The rescue of a newborn baby from the sewer pipe below a squat toilet in Jinhua, China on Saturday is a tragedy. It is also a graphic example of the desperate measures some will go to in China not to have a child. Today media reports say the woman who alerted rescuers to the child was, in fact, the baby’s mother. She’d given birth in the toilet and couldn’t pull the newborn out when he fell headfirst into the hole. Prior she’d masked her pregnancy by wearing loose-fitting dresses and wrapping her abdomen. Residents in her building were not aware she was pregnant. (Police have not filed charges. Locals have offered to adopt the baby.)
Those with strong constitutions can watch the video of the baby’s rescue:
As of 2009 there were 712,000 orphans in China according to China Daily. As of July 2012 more than 100,000 children from China had been adopted overseas. Many are found abandoned in public housing projects, by the side of the road, at hospital doorsteps and even in fields. Gui Dongling was found abandoned in a box by the road on Jan 2, 2003. She was taken by a policeman to the local station. Finally, she was adopted by an American couple. Last July the girl visited China again:
“Langli police station is my home forever, and the police here are my dad and mom,” she said
Legally children cannot be put up for adoption in China. There is also little sex education material available. Abortion is widely practiced. The strict control on one child per family means many girl newborns are abandoned, as culturally a male child is preferred.
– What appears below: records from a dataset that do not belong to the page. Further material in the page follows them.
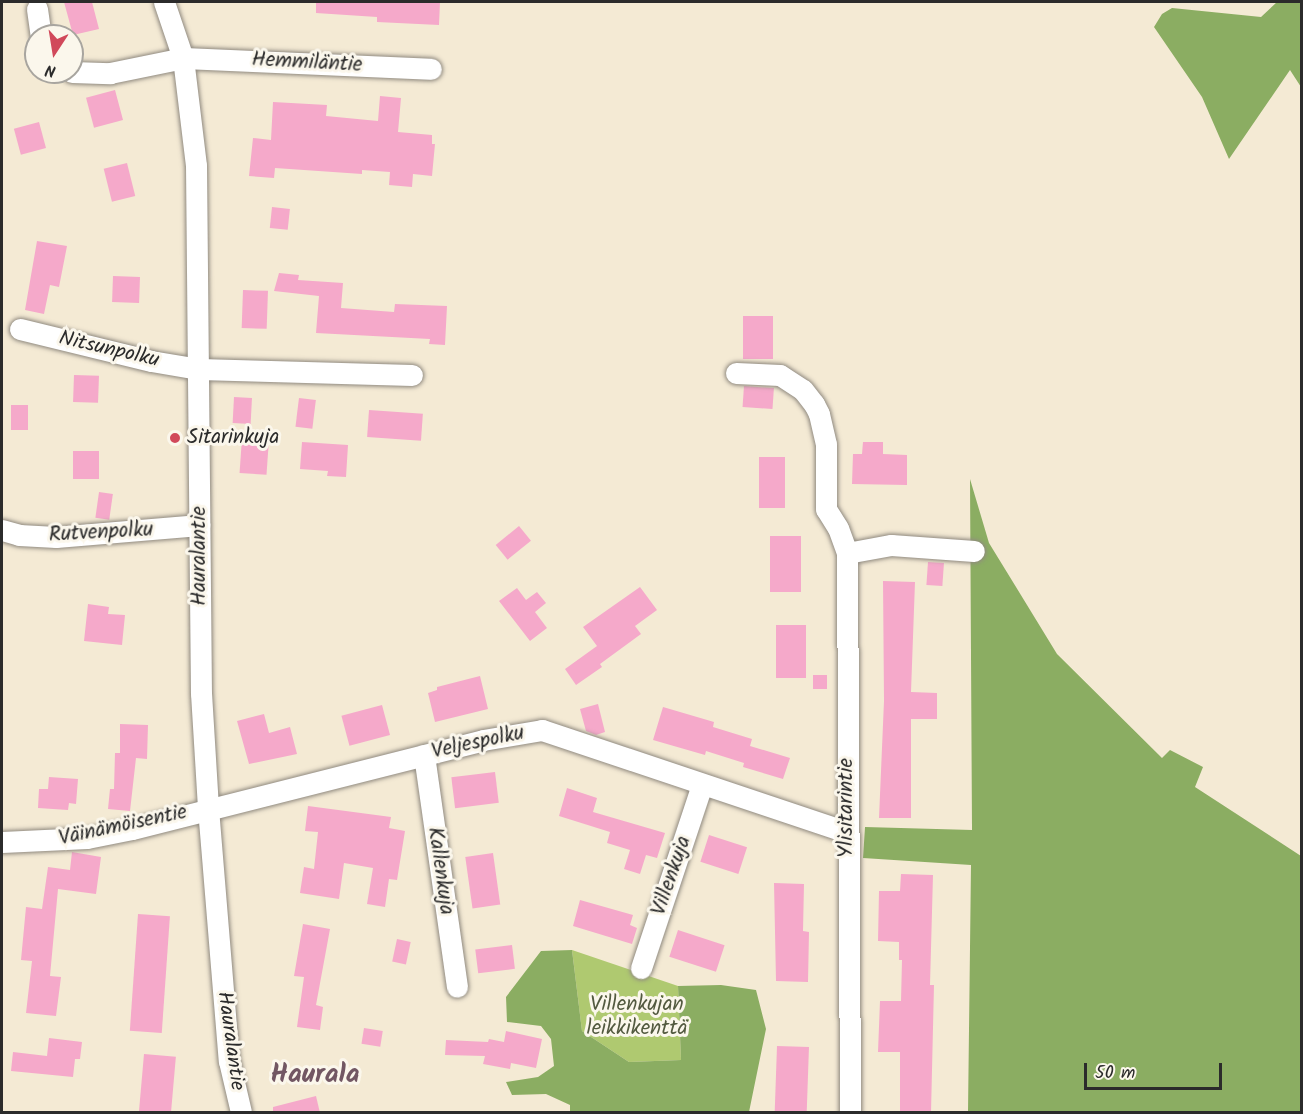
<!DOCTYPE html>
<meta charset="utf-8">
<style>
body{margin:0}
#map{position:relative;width:1303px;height:1114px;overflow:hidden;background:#f4ead4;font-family:Kalam,sans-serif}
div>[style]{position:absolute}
.green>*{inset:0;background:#afc970}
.forest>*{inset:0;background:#8bad62}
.building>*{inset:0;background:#f5a9ca;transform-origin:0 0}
.roads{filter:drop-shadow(0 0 2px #908a80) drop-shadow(0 0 2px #908a80)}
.street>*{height:21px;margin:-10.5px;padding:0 10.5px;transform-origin:10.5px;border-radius:10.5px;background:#fff}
.dots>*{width:16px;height:16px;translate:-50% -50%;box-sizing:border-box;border:3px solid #fbf7ec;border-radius:50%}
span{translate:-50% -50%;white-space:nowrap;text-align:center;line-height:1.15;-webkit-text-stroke:6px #fbf7ec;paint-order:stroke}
.street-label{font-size:21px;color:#2b2b2b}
.poi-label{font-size:21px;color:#2b2b2b}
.left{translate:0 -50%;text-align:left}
.park-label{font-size:21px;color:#535a40}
.district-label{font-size:27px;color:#725763;font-weight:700}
.frame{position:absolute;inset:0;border:3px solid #2b2b2b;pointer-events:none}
.north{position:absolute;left:24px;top:24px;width:60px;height:60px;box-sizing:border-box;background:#fbf7ec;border:2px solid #a8a59f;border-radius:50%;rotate:192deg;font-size:16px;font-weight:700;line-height:24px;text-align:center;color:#2b2b2b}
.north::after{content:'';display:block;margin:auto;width:21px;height:27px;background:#d1495b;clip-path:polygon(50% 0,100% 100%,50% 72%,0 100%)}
.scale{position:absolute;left:1084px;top:1063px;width:138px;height:27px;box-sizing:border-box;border:3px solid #2b2b2b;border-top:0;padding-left:8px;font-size:18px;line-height:21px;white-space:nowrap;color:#2b2b2b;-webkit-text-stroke:4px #fbf7ec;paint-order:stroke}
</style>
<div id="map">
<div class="green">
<i style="clip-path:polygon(572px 950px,678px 986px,681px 1060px,629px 1062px,582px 1031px)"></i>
</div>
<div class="forest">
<i style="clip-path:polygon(1277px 2px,1301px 2px,1301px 87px,1290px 70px,1229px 159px,1202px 97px,1154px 27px,1162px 14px,1172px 8px,1261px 17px)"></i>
<i style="clip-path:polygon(970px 479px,989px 543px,1057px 654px,1162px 758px,1170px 750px,1203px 767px,1195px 787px,1301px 856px,1301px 1112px,968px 1112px,971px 865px,863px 858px,865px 827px,972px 830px)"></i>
<i style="clip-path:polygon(572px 950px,582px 1031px,629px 1062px,681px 1060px,678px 986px,721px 985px,756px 990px,766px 1029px,749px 1112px,570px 1112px,570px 1105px,546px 1094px,512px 1095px,506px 1082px,538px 1077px,554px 1066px,551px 1039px,541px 1026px,507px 1022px,506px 997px,541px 951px)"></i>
</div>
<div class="building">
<i style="clip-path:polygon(64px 2px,92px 2px,99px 29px,73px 35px)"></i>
<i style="clip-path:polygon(316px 2px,440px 2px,439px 25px,377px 22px,377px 17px,316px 13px)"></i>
<i style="left:115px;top:90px;width:31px;height:30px;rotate:75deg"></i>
<i style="clip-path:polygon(380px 96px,401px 98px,398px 132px,432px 135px,432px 144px,435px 144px,432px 176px,413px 174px,412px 187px,389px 185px,390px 172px,362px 170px,362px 174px,275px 168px,274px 178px,249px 176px,253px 138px,271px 140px,273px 102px,327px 105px,326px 116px,378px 121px)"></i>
<i style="left:39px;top:122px;width:27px;height:26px;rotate:75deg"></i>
<i style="left:127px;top:163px;width:34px;height:24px;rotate:76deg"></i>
<i style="left:272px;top:207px;width:18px;height:21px;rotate:6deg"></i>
<i style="clip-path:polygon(37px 241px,67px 246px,59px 287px,50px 285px,44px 314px,25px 310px)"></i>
<i style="clip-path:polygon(279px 273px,299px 275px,298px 280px,343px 283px,341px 308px,394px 312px,395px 304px,447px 306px,445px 345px,429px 344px,430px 339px,316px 333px,319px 296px,274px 291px)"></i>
<i style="left:113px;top:276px;width:27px;height:26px;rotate:2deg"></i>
<i style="left:243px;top:290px;width:25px;height:38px;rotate:2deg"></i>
<i style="left:743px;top:316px;width:30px;height:43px"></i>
<i style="left:74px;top:375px;width:25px;height:27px;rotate:2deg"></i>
<i style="left:744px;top:386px;width:30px;height:21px;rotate:4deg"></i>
<i style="left:234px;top:397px;width:18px;height:26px;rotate:3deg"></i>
<i style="left:299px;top:398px;width:17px;height:29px;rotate:7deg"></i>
<i style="left:11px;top:405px;width:17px;height:25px"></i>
<i style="left:369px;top:410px;width:54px;height:27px;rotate:4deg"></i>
<i style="left:242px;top:438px;width:27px;height:35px;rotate:4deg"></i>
<i style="clip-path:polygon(302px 442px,348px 445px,346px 477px,327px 476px,328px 471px,300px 469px)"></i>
<i style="clip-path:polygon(863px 442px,883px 442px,883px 454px,907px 455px,907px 485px,852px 484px,853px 454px,862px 454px)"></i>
<i style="left:73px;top:451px;width:26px;height:28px"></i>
<i style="left:759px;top:457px;width:26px;height:51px"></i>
<i style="left:99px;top:492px;width:14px;height:26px;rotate:8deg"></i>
<i style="left:519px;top:526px;width:19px;height:30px;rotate:51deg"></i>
<i style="left:770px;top:536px;width:31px;height:56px"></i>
<i style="left:928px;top:562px;width:16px;height:23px;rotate:4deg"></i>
<i style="clip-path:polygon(883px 581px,915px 582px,911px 692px,937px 693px,937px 719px,911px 719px,911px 818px,879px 818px,884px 701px)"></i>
<i style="clip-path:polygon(640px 587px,657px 610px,635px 626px,641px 634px,600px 664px,602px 667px,576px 685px,565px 669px,597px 646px,583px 627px)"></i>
<i style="clip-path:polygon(517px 588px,526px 600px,537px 592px,546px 603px,535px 612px,547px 628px,530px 641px,499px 601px)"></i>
<i style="clip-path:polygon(88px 604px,109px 607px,108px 614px,125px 615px,122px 645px,84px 641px)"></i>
<i style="left:776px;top:625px;width:30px;height:53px"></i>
<i style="left:813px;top:675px;width:14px;height:14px"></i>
<i style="clip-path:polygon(480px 676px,488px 709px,435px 722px,428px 693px,437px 690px,437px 687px)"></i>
<i style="clip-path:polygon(598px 704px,605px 732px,596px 735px,586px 731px,580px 709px)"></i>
<i style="left:382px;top:705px;width:31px;height:42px;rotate:75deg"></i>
<i style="clip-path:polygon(663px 707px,714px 722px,713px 727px,752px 739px,750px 746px,790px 758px,783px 779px,743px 767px,744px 763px,706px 751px,705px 755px,653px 740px)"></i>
<i style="clip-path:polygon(264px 714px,269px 733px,290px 727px,297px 754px,249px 764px,237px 721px)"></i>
<i style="clip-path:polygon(120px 724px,148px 725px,147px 759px,136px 758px,130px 811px,108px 809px,110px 789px,114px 789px,115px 753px,120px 753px)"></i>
<i style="left:495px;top:772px;width:31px;height:44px;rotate:83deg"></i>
<i style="clip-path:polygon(49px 777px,78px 779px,76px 804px,69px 803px,68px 810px,38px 808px,39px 789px,48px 789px)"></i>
<i style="clip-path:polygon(567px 788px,597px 798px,593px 812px,665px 833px,657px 858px,646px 855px,640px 874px,624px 869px,630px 850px,607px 843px,610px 832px,559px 816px)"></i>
<i style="clip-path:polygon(308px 806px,391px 817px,389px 828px,405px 831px,397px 880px,389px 879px,385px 907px,367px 904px,373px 868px,344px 863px,339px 899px,300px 893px,304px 867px,314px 869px,318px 832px,305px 831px)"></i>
<i style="left:709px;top:835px;width:40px;height:28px;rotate:18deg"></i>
<i style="clip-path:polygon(72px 852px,101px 857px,96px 894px,58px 889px,50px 976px,61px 977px,56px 1016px,26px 1013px,32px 961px,21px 960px,26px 907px,42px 909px,48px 867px,70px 870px)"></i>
<i style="left:493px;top:853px;width:52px;height:28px;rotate:82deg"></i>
<i style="clip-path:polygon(901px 874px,933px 875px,930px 985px,934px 985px,931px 1113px,900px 1113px,900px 1052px,878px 1052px,880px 1001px,901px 1001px,902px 960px,899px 960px,899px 942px,878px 941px,879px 891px,900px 891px)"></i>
<i style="clip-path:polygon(774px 883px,804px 884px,803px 931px,809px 932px,808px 982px,776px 981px)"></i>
<i style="clip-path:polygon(580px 900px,633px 915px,630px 925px,637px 928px,632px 944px,573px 926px)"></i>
<i style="left:138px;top:914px;width:32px;height:117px;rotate:4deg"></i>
<i style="clip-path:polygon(303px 924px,330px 929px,316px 1005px,323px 1007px,320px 1030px,297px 1027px,304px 977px,294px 976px)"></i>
<i style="left:678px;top:930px;width:49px;height:28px;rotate:18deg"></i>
<i style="left:397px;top:939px;width:14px;height:23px;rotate:12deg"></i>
<i style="left:512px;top:945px;width:24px;height:37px;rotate:83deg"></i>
<i style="left:364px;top:1028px;width:19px;height:16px;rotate:9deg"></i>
<i style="clip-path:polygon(506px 1031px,542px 1039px,536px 1068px,511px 1063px,510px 1069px,483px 1064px,485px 1056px,445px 1055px,446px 1040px,488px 1042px,489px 1039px,504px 1042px)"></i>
<i style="clip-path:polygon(49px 1038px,82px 1042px,80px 1059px,75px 1059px,73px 1077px,11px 1071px,13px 1052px,47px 1056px)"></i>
<i style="left:777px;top:1046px;width:32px;height:67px;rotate:2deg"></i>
<i style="left:144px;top:1054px;width:32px;height:59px;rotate:5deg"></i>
<i style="clip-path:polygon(316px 1096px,320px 1113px,273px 1113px,273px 1107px)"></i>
</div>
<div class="roads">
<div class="street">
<i style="left:164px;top:2px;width:59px;rotate:71.3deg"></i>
<i style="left:183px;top:58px;width:108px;rotate:83.1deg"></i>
<i style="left:196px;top:165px;width:528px;rotate:89.46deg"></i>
<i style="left:201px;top:693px;width:115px;rotate:86.5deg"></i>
<i style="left:208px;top:808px;width:254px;rotate:85.3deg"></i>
<i style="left:229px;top:1061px;width:52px;rotate:76.8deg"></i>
<i style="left:37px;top:9px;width:27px;rotate:82deg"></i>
<i style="left:72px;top:72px;width:38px;rotate:2deg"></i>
<i style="left:110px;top:73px;width:75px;rotate:-11.6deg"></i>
<i style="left:183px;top:58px;width:248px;rotate:2.5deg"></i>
<i style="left:20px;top:329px;width:135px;rotate:13.7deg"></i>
<i style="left:151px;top:361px;width:49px;rotate:9.5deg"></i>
<i style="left:199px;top:369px;width:213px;rotate:1.6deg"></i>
<i style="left:736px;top:373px;width:44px;rotate:2.6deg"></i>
<i style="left:780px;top:375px;width:27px;rotate:33deg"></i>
<i style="left:803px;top:390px;width:18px;rotate:52deg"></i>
<i style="left:814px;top:404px;width:11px;rotate:63deg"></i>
<i style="left:819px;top:414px;width:31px;rotate:77deg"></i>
<i style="left:826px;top:444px;width:65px;rotate:90deg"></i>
<i style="left:826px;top:509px;width:22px;rotate:58deg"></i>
<i style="left:838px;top:528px;width:27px;rotate:70deg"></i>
<i style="left:847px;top:553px;width:559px;rotate:89.69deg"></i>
<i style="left:2px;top:530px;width:18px;rotate:16deg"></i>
<i style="left:19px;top:535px;width:37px;rotate:3deg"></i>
<i style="left:56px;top:537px;width:144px;rotate:-4.8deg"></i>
<i style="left:847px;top:553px;width:45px;rotate:-10.3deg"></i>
<i style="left:891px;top:545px;width:83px;rotate:4.1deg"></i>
<i style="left:424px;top:755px;width:234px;rotate:81.9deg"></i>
<i style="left:2px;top:842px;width:85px;rotate:-2.7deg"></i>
<i style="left:87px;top:838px;width:46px;rotate:-11.3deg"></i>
<i style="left:132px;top:829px;width:362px;rotate:-14.2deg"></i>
<i style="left:483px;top:740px;width:60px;rotate:-9.6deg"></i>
<i style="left:542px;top:730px;width:322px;rotate:18.5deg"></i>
<i style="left:641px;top:968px;width:193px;rotate:-71.6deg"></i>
</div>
</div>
<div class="dots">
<i style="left:175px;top:438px;background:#d1495b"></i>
</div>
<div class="street-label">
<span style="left:307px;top:63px;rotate:3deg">Hemmiläntie</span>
<span style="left:109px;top:350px;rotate:13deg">Nitsunpolku</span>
<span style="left:101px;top:533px;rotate:-3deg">Rutvenpolku</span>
<span style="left:200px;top:556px;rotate:-90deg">Hauralantie</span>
<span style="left:478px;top:743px;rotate:-12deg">Veljespolku</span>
<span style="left:847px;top:808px;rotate:-90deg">Ylisitarintie</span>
<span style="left:123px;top:826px;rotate:-12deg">Väinämöisentie</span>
<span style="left:440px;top:871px;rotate:82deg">Kallenkuja</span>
<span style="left:672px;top:876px;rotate:-71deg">Villenkuja</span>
<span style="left:230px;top:1041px;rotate:82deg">Hauralantie</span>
</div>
<div class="poi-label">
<span class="left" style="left:187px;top:438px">Sitarinkuja</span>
</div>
<div class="park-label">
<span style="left:637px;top:1017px">Villenkujan<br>leikkikenttä</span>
</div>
<div class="district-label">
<span style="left:315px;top:1075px">Haurala</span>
</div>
<div class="frame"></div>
<div class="north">N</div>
<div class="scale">50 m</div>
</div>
All these issues mean hundreds of thousands of unwanted children live in orphanages across China. The rate of international and domestic adoption takes a small number out of the system. But for many, many more it means a childhood of institutional care. When they turn 18 years old they’re set out of the only home they’ve known with minimal education and no family contacts.
For the unwanted children of China, life is hard. But few have suffered as much as the baby found in the sewer and lived to tell about it.